Have you been growing some plants in your house but now want to transplant them into outdoor pots? Don’t overlook the process of hardening them off if you want to continue to see them blooming. In this post, we tell you how to harden off your plants and what can happen if you don’t.
What Does Harden Off Mean?
The term hardening off may be associated with softening water, but among farmers it has a completely different meaning. Hardening off in the nursery is all about getting plants used to the outdoor climate. The plants that need acclimatizing have been grown indoors, whether in windows or under grow lights—those sown outdoors automatically become accustomed to the outdoors from the start. The temperature outside is often referred to as the main thing plants need to adapt to, but the light is just as important, if not more so in some cases.
Difference Between Indoors and Outdoors
Starting life indoors is often very beneficial for many plants. Some grow with a bright window as a light source, while others have plant lighting available. Regardless, the light indoors is incredibly different compared to the sun’s rays outside. Thus, despite having absorbed sunlight throughout their small lives, window-grown plants are still not adapted to the bright light of the ‘real’ sun.

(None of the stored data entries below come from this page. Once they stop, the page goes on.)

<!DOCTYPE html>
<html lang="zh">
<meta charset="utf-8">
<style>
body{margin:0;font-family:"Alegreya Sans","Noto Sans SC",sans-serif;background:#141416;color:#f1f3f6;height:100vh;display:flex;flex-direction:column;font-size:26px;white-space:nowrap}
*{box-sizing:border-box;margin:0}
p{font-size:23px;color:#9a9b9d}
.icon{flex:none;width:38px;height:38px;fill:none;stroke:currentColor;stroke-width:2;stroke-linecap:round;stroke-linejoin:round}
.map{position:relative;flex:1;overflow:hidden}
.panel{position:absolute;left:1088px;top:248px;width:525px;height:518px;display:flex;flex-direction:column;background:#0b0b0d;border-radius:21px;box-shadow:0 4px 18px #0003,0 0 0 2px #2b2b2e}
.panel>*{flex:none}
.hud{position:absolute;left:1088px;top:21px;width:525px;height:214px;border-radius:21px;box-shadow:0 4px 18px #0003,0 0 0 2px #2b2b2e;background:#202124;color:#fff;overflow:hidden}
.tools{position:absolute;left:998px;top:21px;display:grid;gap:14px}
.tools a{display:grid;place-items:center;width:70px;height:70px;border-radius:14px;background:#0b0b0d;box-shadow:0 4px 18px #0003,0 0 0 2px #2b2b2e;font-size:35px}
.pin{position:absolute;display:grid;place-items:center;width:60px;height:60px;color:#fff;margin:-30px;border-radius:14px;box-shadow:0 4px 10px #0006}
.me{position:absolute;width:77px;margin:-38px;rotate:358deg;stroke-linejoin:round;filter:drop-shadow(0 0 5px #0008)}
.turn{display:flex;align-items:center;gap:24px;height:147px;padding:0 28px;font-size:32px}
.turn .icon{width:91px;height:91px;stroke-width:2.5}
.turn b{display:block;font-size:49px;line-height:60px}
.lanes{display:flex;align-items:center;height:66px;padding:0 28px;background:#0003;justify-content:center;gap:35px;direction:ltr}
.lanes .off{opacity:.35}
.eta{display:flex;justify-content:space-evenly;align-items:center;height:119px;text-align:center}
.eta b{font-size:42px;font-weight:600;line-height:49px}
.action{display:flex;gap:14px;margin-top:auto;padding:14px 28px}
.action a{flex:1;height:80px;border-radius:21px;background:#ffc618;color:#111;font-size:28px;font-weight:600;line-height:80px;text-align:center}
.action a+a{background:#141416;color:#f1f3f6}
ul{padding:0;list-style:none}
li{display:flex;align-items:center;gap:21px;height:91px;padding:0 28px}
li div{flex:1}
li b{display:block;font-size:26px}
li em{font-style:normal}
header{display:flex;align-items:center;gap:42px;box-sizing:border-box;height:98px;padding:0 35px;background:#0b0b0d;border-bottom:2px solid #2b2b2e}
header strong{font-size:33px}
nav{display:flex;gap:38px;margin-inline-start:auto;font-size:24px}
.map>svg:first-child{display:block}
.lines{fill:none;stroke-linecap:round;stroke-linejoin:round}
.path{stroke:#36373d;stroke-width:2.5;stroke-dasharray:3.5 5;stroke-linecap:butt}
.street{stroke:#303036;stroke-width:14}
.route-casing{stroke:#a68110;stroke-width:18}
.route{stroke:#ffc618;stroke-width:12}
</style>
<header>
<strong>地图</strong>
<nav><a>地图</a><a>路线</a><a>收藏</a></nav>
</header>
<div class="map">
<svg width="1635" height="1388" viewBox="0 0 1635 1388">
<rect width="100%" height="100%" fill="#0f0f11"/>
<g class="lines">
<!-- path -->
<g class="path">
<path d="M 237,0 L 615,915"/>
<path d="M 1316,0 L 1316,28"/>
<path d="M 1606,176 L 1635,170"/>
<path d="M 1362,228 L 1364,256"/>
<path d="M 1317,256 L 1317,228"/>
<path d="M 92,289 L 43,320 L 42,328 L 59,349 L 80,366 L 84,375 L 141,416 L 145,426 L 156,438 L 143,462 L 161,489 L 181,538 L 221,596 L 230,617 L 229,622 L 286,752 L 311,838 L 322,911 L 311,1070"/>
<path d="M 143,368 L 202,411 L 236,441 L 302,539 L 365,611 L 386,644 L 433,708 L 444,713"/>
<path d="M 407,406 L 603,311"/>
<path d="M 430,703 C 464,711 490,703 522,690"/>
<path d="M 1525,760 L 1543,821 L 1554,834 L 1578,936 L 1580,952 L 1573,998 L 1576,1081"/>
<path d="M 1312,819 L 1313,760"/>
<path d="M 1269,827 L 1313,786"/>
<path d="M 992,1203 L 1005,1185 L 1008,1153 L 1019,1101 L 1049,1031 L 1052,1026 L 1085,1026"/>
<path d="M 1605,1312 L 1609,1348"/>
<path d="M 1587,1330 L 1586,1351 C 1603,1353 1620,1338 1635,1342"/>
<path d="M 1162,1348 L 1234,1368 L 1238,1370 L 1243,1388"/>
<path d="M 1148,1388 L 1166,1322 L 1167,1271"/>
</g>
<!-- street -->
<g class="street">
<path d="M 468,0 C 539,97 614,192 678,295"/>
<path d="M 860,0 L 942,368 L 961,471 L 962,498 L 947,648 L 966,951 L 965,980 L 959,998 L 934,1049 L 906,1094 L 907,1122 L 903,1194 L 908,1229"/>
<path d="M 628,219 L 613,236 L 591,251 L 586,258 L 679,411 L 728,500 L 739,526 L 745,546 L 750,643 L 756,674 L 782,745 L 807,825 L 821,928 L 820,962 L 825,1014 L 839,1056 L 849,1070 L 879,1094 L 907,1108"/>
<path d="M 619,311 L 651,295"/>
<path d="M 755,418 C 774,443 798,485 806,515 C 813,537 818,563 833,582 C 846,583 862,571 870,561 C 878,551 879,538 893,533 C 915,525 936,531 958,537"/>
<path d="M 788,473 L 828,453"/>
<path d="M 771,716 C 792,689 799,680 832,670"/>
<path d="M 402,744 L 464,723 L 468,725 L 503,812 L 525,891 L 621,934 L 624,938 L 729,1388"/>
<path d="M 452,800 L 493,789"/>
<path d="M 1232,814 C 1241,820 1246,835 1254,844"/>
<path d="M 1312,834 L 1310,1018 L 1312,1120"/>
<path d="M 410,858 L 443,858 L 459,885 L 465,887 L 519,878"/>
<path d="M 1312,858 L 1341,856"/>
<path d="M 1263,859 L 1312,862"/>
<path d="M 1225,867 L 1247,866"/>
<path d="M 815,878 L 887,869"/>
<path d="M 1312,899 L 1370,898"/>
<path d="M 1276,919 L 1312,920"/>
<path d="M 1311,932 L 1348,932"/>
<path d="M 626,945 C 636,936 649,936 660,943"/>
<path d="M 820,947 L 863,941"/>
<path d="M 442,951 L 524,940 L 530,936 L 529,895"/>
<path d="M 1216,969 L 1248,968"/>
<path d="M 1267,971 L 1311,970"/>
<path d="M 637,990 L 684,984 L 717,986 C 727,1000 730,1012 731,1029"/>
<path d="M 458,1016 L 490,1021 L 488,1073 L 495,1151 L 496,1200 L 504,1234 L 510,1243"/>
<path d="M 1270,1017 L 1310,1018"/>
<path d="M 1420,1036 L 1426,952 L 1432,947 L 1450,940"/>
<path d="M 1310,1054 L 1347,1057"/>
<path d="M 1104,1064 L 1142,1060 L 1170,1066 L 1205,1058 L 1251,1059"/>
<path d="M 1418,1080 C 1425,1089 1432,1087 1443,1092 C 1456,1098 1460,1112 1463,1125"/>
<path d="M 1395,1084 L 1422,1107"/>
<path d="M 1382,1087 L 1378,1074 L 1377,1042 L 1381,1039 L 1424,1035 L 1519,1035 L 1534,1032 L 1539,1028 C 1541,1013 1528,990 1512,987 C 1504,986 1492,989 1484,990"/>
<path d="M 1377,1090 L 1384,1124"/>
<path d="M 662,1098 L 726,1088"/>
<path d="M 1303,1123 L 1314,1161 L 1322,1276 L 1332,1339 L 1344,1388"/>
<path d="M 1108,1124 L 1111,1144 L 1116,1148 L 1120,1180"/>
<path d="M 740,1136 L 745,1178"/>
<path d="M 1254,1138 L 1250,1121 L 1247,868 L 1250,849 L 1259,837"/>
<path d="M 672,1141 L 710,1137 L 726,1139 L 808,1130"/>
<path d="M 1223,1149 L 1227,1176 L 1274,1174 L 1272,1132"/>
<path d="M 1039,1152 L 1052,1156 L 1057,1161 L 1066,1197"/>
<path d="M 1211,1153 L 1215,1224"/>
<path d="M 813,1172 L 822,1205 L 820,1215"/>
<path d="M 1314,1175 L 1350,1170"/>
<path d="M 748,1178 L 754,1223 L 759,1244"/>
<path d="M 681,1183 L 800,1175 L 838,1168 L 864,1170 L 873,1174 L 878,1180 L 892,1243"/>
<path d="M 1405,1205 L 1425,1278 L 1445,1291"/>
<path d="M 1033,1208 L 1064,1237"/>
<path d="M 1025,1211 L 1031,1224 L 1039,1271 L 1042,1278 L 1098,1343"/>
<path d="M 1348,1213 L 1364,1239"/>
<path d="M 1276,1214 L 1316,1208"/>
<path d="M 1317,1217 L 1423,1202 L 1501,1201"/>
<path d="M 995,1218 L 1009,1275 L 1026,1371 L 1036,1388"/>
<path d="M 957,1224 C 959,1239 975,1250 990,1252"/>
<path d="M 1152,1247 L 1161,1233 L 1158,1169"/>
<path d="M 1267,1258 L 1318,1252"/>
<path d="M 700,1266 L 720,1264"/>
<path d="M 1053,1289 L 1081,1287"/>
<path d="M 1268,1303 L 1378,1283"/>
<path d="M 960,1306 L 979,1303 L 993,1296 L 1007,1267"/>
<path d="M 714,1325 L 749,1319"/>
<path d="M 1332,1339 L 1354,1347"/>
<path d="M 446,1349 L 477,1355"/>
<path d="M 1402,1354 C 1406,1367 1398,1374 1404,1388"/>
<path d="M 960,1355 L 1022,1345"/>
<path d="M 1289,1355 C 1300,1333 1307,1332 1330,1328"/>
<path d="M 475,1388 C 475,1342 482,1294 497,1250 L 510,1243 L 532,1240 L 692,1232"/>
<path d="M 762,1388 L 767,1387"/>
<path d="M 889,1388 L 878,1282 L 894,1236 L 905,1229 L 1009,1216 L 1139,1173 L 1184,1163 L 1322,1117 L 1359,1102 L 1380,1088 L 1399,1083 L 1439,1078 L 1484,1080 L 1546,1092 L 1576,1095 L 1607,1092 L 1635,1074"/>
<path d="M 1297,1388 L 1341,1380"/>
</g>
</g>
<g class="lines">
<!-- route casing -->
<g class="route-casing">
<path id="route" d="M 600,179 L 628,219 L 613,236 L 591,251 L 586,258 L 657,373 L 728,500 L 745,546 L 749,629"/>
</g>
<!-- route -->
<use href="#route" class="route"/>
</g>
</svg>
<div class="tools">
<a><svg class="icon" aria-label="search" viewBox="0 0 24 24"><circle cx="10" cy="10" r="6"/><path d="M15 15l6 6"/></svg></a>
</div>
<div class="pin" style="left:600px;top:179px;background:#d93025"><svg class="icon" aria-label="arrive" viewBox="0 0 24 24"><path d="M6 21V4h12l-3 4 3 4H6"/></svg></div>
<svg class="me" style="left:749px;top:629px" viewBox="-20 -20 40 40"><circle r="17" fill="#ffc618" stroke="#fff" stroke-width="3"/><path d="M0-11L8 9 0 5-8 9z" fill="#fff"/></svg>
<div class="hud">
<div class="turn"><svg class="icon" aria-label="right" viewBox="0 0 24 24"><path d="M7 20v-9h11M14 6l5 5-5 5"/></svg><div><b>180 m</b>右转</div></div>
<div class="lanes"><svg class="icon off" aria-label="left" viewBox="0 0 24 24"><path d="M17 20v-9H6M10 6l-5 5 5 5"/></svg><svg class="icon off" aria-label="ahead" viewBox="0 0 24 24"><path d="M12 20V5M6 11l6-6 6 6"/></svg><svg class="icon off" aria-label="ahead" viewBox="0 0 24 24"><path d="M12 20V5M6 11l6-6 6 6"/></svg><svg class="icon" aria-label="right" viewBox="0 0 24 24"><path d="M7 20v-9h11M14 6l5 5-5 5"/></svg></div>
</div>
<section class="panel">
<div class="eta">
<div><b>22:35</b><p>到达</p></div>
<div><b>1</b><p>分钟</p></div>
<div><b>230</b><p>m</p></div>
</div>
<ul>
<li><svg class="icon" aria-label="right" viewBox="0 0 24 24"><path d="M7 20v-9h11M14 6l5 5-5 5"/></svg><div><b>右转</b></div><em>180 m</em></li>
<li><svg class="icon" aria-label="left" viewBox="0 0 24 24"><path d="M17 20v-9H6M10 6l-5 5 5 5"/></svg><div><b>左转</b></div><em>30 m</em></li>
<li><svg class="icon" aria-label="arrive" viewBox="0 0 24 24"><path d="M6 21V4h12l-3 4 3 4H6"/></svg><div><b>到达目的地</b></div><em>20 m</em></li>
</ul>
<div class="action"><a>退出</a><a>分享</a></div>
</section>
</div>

Indoors, life is warm and cozy, usually with a constant temperature. Outdoors, the plant needs to cope with temperature fluctuations. In spring, day and night, temperatures can differ quite a bit. In addition, it is pretty rare for there to be wind indoors, but outdoors there may be occasional gusts of wind depending on how sheltered the plant site is.
How Do You Proceed?
A normal hardening off lasts about a week. This means that you first carry out the hardening off, and then you plant/place the plant where it will live during its outdoor life. There are several ways to harden off. None is better than another. You just have to try it out.
Here are a few ways:
Place the plants in a spot in the garden where there is shade throughout the day and bring the plants inside at night. At the end of the week, you can leave the plants out at night in the shade spot, but leave them in the sun during the day.
Put the plants in partial shade for a few hours each day and let them rest the rest of the time indoors. Increase the time in partial shade and then switch to direct sunlight every so often so that the plants are eventually fully acclimatized.

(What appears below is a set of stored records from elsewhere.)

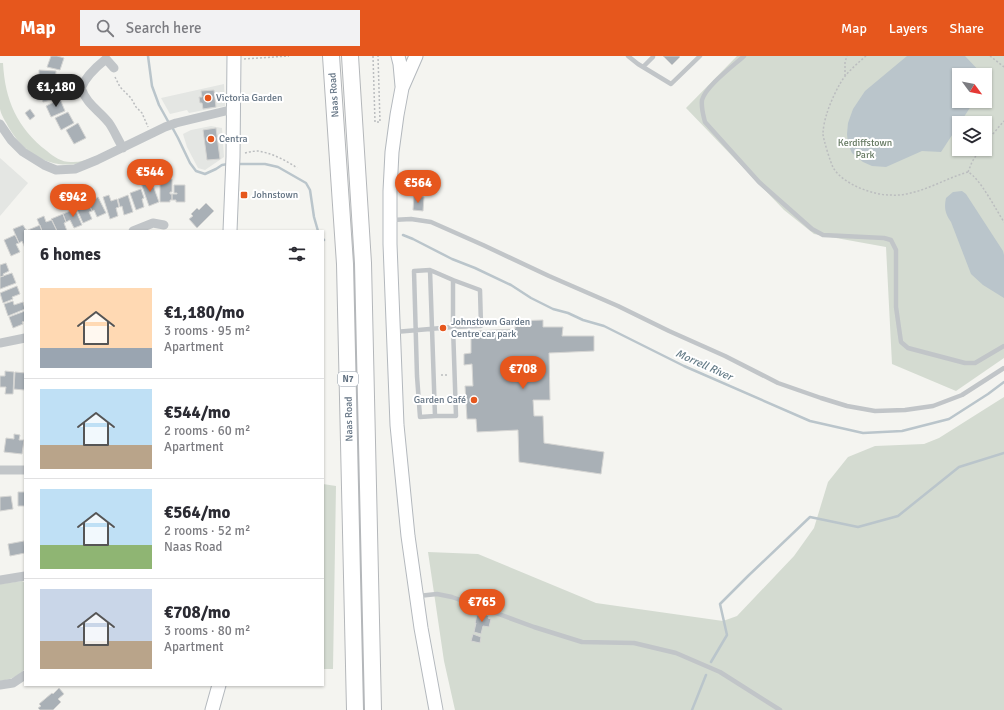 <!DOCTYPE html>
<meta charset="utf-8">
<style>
body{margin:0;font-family:Signika,sans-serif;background:#f2f2f3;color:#2b2b33;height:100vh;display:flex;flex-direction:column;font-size:15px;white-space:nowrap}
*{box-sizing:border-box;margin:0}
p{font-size:13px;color:#7c7c81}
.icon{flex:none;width:22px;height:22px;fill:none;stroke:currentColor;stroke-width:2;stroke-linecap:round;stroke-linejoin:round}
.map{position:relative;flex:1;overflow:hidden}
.sheet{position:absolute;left:24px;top:174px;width:300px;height:456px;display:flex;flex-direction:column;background:#fff;border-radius:0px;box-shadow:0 1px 3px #0004}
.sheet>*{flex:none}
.needle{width:26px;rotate:122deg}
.tools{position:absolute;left:952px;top:12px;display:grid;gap:8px}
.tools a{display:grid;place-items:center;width:40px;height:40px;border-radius:0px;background:#fff;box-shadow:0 1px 3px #0004;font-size:20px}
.price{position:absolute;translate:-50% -34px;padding:0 9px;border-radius:14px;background:#e6571d;color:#fff;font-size:13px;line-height:26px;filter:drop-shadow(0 1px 2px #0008)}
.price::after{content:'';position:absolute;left:50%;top:24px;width:12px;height:9px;margin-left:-6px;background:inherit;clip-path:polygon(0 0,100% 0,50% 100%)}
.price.on{background:#222;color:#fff}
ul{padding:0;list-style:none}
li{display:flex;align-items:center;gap:12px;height:100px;padding:0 16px}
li+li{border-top:1px solid #e1e1e2}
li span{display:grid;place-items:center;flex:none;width:112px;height:80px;border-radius:0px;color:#555}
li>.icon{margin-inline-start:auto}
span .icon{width:48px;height:48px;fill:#fffc;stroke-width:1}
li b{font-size:17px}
h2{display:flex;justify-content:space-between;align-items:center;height:48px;padding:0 16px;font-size:17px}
header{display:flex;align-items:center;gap:24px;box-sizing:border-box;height:56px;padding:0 20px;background:#e6571d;color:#fff}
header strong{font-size:19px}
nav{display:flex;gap:22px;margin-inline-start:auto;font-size:14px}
.search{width:280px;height:36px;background:#f2f2f3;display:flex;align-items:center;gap:10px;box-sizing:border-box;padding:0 14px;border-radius:0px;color:#7c7c81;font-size:15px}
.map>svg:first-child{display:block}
</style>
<header>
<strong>Map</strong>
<div class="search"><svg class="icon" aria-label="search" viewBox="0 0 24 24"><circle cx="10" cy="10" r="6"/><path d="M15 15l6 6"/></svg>Search here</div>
<nav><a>Map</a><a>Layers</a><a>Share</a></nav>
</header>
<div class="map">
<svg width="1004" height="654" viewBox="0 0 1004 654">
<rect width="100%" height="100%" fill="#f4f4f0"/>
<path fill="#e4e6e3" d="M224 28 225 50 189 57 187 54 170 58 161 42Z
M211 70 222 72 224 101 205 114 198 112 187 91 183 78 191 74Z
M0 102 28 127 0 160Z"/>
<path fill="#d4dbd1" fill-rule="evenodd" d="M737 0H1004V302L956 335 892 308 886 191 814 178 784 154 686 52ZM959 19H985V45H959ZM959 67H985V93H959Z
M0 7H3C5 44 17 72 47 95 54 101 61 106 71 106 86 107 102 97 115 91 111 99 97 102 89 105 56 116 26 101 9 72 6 66 1 59 0 53 0 48 0 42 0 37 0 27 0 17 0 7Z
M1004 341V654H455L444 605 428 496 478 498 596 547 723 565 737 560 794 500 814 472 828 426 848 401 875 390 924 388 939 382Z
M323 428 336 430 333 613H323Z
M22 525 25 527V613C17 621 12 623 0 625V528Z"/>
<path fill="#bac5cb" d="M907 0H965L983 19H959V45H975L973 47 941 96 922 95 886 111 872 110 863 106 852 97 848 88 847 78 848 67 853 53 865 35Z
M962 135 966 138 1003 195 1004 199V242L983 229 971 218 951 166C945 157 944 152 946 142L953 136Z"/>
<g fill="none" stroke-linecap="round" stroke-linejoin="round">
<path stroke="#bac5cb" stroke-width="2.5" d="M148 0 152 30 159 49 169 67
M172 71 178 82 190 107 196 115 205 118 216 113 222 109 228 108
M237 108H265L278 111 306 127 310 134 314 161 318 175
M403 179 413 183 452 203 475 212 511 229 531 242 553 253 568 257 583 264 604 270 684 310 810 365 863 377 902 375 949 363 988 338 1004 326
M323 183 324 184
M711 606 727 579 720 548 748 520 810 461 858 471 898 460 959 411 1004 397
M692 654 706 619"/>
</g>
<path fill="#a9b0b6" stroke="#d5d5d3" d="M51 0H57L64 2 60 14 47 11Z
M663 0H679L680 1 672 9Z
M39 14 56 15 55 28 39 27Z
M53 31 56 43 43 46 40 34Z
M214 34 216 51 203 53 202 47H200L199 41H202L201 35Z
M60 43 65 55 51 61 46 50Z
M30 53 35 60 30 64 25 57Z
M68 56 74 67 61 74 55 62Z
M78 67 86 82 74 88 66 74Z
M216 72 220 103 207 104 203 74Z
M160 123H172V136H170V138H172V144H170V146H160Z
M151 124 159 146 149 150 141 127Z
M174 129H185V146H176V144H172V138H177V137H174Z
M141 133 144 142 142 143 144 151 136 154 130 137Z
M93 138 95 143 98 141 106 157 97 161 94 154 92 155 88 146 89 145 87 141Z
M109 139 111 145 117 143 119 151 116 152 118 160 110 163 103 141Z
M128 139 133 156 124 159 122 150 120 151 118 143Z
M414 140 424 141 423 155 413 154Z
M88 146 92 155 89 156 92 163 83 167 76 151Z
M206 147 214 155 197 172 189 163 193 160 191 158 197 152 199 154Z
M75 153 82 169 74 172 70 164 66 166 63 158Z
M63 158 66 166 64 167 67 175H57L51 163Z
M44 160 46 166 52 164 57 175H42L37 163Z
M23 169 26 174H27L28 175H25V192L22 185 19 187 13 173Z
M40 169 42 175H29L28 174Z
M15 179 19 187 16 188 20 196 11 200 4 184Z
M6 207 9 215 3 218 4 220 0 221V209Z
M12 217 16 227 0 233V221Z
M17 230 20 238 12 241 13 243 3 247 0 237Z
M13 245 14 249 23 246 25 253 8 260 4 248Z
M25 255V265L22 266 23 268 13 272 9 261Z
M543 264V271H563L562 280H594V295L549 297 550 344H533L534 360H543L544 387 604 396 601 418 519 406 518 374 477 376 476 363H467L465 330H473L472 308 464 309V298L471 297V275L515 273V265Z
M5 315 14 316 13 338H5L6 331H0V320H5Z
M15 316 25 317V332L24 334 14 333Z
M14 378 20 379 19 384H24L22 398 4 396 6 382 14 383Z
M18 436H25V450H18Z
M11 440 13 453 0 455V441Z
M24 485 25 497 10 500 8 488Z
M484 558 489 560 488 562 491 563 489 571 483 570 481 578 474 576 476 567H475L477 559 483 561Z
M473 578 481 581 480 587 471 585Z
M59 632 64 638 58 643 61 646 53 654H40L38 652 41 650 39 648 52 637 53 638Z"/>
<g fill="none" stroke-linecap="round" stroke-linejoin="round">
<defs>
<path id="secondary" d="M398 0 400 8 402 30
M416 0 402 32 397 59 392 96 390 135V188L397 369 408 480 421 572 436 654
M230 175 233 101 234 0
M212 654 219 629"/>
<path id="highway" d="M331 0 345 208 355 654
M350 0 363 207 373 654"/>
</defs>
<use href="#secondary" stroke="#b3b8bd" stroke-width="15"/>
<use href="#highway" stroke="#b4b7ba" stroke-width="18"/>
<path stroke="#bbbdbf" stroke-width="1.5" stroke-dasharray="2 2" stroke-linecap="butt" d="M373 0 375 66H380L378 0
M866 0C859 6 852 12 846 19 839 27 830 47 827 57 825 63 823 72 823 78 823 82 831 109 834 113 844 128 872 139 890 139 917 141 943 123 968 116 980 122 996 154 1004 166
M990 0 1004 11
M244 3 289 0
M845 20V6L847 0
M115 21 120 31 131 42 136 51 142 57 148 71
M985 87 1004 65
M245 97C249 96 253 95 258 95 271 97 286 104 297 112
M968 116 972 106 980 93
M441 319H449"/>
<path stroke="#c1c5c8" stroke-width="4.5" d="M628 0 638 8 671 28 700 0
M744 0C733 10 706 30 702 44 701 52 703 58 705 66L759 126 812 173 823 179 884 182 891 184 896 194V251L901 286 908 292 965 307H975L1004 290
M643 11 653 1V0
M392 164 411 163 431 166 483 189 549 220 618 250 669 275 725 300 778 327 821 342 847 350 875 355 905 354 933 350 962 339 1004 312
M430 214 414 215 417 320 420 361 435 360 430 214 453 224V271L481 270 480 234 453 224
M395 276 453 271 456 360H435
M418 540 437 538 452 541 534 571 582 586 634 587 676 597 720 616 780 654"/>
<path stroke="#c1c5c8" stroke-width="9" d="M114 12 106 3C96 11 86 20 81 32 87 49 99 54 109 67 114 74 118 84 123 92
M0 68 11 84 23 96 44 109 56 114 75 113 97 104 165 71 176 67 234 53
M133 175 153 167 164 169
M0 287 25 282
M0 414H25
M0 524 25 520
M0 629 13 627 25 619"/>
<use href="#secondary" stroke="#fff" stroke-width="13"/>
<use href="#highway" stroke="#fff" stroke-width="16"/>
</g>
<g fill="#e6571d" stroke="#fff" stroke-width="1.5">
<circle cx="208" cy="42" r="4"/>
<circle cx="211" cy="83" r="4"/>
<rect x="240" y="135" width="8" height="8" rx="2"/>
<circle cx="443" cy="272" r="4"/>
<circle cx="474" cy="344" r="4"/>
</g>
<g text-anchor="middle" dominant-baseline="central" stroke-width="4" stroke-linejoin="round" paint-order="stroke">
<rect fill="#fff" stroke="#919ca8" stroke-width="1" x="338" y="316" width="20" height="14" rx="3"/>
<g font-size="9" font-weight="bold" fill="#627282">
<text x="348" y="323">N7</text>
</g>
<g font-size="10" fill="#627282" stroke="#fff">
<text transform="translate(334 39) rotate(-94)">Naas Road</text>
<text transform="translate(349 363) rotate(-91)">Naas Road</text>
</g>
<g font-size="10" fill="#627282" stroke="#fff" text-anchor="start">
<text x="216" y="42">Victoria Garden</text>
<text x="219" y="83">Centra</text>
<text x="252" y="139">Johnstown</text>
<text x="451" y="266">Johnstown Garden<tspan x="451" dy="12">Centre car park</tspan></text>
<text x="466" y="344" text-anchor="end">Garden Café</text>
</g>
<g font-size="10" fill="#657961" stroke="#fff">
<text x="865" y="87">Kerdiffstown<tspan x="865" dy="12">Park</tspan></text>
</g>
<g font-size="11" font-style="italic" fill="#637a86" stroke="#fff">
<text transform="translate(704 309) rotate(24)">Morrell River</text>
</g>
</g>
</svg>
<div class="tools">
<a><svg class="needle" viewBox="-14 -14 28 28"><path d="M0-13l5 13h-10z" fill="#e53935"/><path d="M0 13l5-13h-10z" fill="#7c7c81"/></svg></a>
<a><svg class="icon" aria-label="layers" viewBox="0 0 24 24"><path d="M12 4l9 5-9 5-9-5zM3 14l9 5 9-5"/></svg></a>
</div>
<b class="price on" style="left:56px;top:52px">€1,180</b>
<b class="price" style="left:150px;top:137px">€544</b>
<b class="price" style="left:418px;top:148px">€564</b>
<b class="price" style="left:73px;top:162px">€942</b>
<b class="price" style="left:523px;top:334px">€708</b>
<b class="price" style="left:482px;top:567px">€765</b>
<section class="sheet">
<h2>6 homes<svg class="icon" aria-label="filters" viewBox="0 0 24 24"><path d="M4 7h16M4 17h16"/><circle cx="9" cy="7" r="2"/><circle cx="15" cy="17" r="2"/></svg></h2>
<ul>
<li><span style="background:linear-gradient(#ffd9b3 75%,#9aa5b1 0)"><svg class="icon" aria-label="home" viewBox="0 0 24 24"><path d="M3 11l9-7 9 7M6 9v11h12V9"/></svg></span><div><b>€1,180/mo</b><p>3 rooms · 95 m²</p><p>Apartment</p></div></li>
<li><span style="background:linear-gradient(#bfe0f5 70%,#b9a48a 0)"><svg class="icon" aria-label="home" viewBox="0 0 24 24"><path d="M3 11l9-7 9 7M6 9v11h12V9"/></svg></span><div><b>€544/mo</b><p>2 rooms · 60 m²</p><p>Apartment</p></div></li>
<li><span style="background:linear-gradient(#bfe0f5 70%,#8fb573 0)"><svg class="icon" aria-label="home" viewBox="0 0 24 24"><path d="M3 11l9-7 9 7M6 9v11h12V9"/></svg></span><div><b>€564/mo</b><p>2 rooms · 52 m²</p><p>Naas Road</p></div></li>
<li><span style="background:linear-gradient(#c9d6e8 65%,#b9a48a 0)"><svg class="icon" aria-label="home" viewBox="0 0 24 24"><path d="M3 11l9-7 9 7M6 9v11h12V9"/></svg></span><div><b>€708/mo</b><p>3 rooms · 80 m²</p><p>Apartment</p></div></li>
</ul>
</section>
</div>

Create a canvas tent in a greenhouse or sheltered area in the garden. Leave the plants under the fibre cloth for a week, and they will be hardened off and ready. You don’t have to carry your plants in and out this way, but you can leave them under the tent all day.
How to Harden Off Plants in the Greenhouse Under Fibre Cloth?
If you have a lot of plants, you can cover the whole greenhouse with a fibre cloth. Usually, we recommend using clothes pegs to attach the fibre cloth to the structure.
What Happens If You Don’t Harden Off?
If you plant out your plants a little too early without hardening off, the temperature, especially at night, can cause the plants to go into shock and die of cold. Cucumbers and broad beans are particularly sensitive to cold temperatures. A sign that the cold has damaged your plants may be that they look droopy and that leaves, and other plant parts have lost their elasticity.
The sun can also do a lot of damage to plants that are not used to it. UV rays can damage plant parts, turning green leaves whitish.
Plants that have never been exposed to the wind before can be badly damaged by a bit of wind and die. Injured plants are challenging to repair. At best, they may survive and at worst, they die.
If you are going to ignore the hardening off and risk some damage to the plants, you might still choose to do it on a few cloudy days, when there is no wind and the risk of frost is minimal. That way, if you’re lucky, you might still get it right.